*** Dataset extract ***

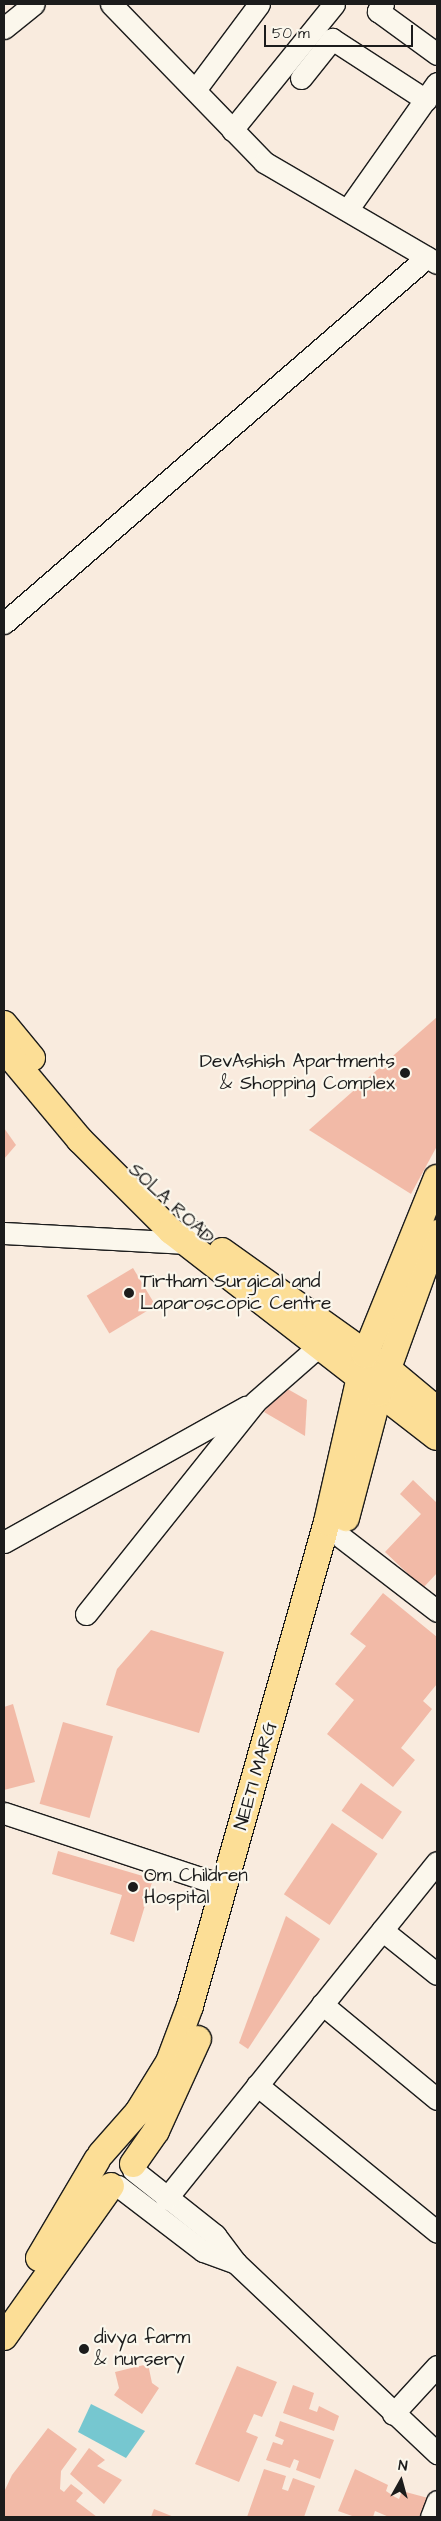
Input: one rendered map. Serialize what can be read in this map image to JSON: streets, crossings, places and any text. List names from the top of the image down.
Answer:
{
  "streets": {
    "main road": ["SOLA ROAD", "NEETI MARG"]
  },
  "crossings": [
    ["SOLA ROAD", "NEETI MARG"]
  ],
  "places": [
    "DevAshish Apartments & Shopping Complex",
    "Tirtham Surgical and Laparoscopic Centre",
    "Om Children Hospital",
    "divya farm & nursery"
  ],
  "scale_bar": "50 m",
  "north": "top"
}
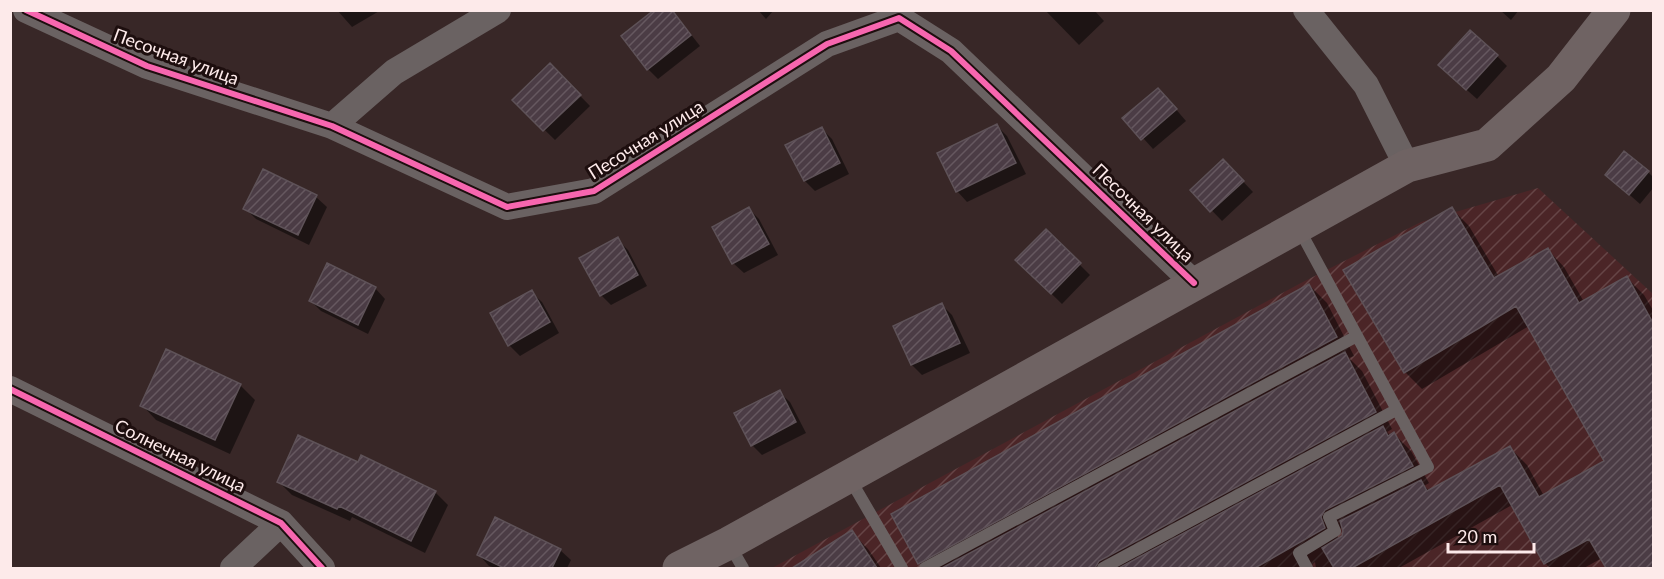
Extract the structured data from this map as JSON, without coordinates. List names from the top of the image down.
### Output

***

Task to complete >>
Each line in the data that holds the string "List" needs to be copied.

Solution to this exercise >>
Input: one rendered map. Serialize what can be read in this map image to JSON: streets, crossings, places and any text. List names from the top of the image down.
Extract the structured data from this map as JSON, without coordinates. List names from the top of the image down.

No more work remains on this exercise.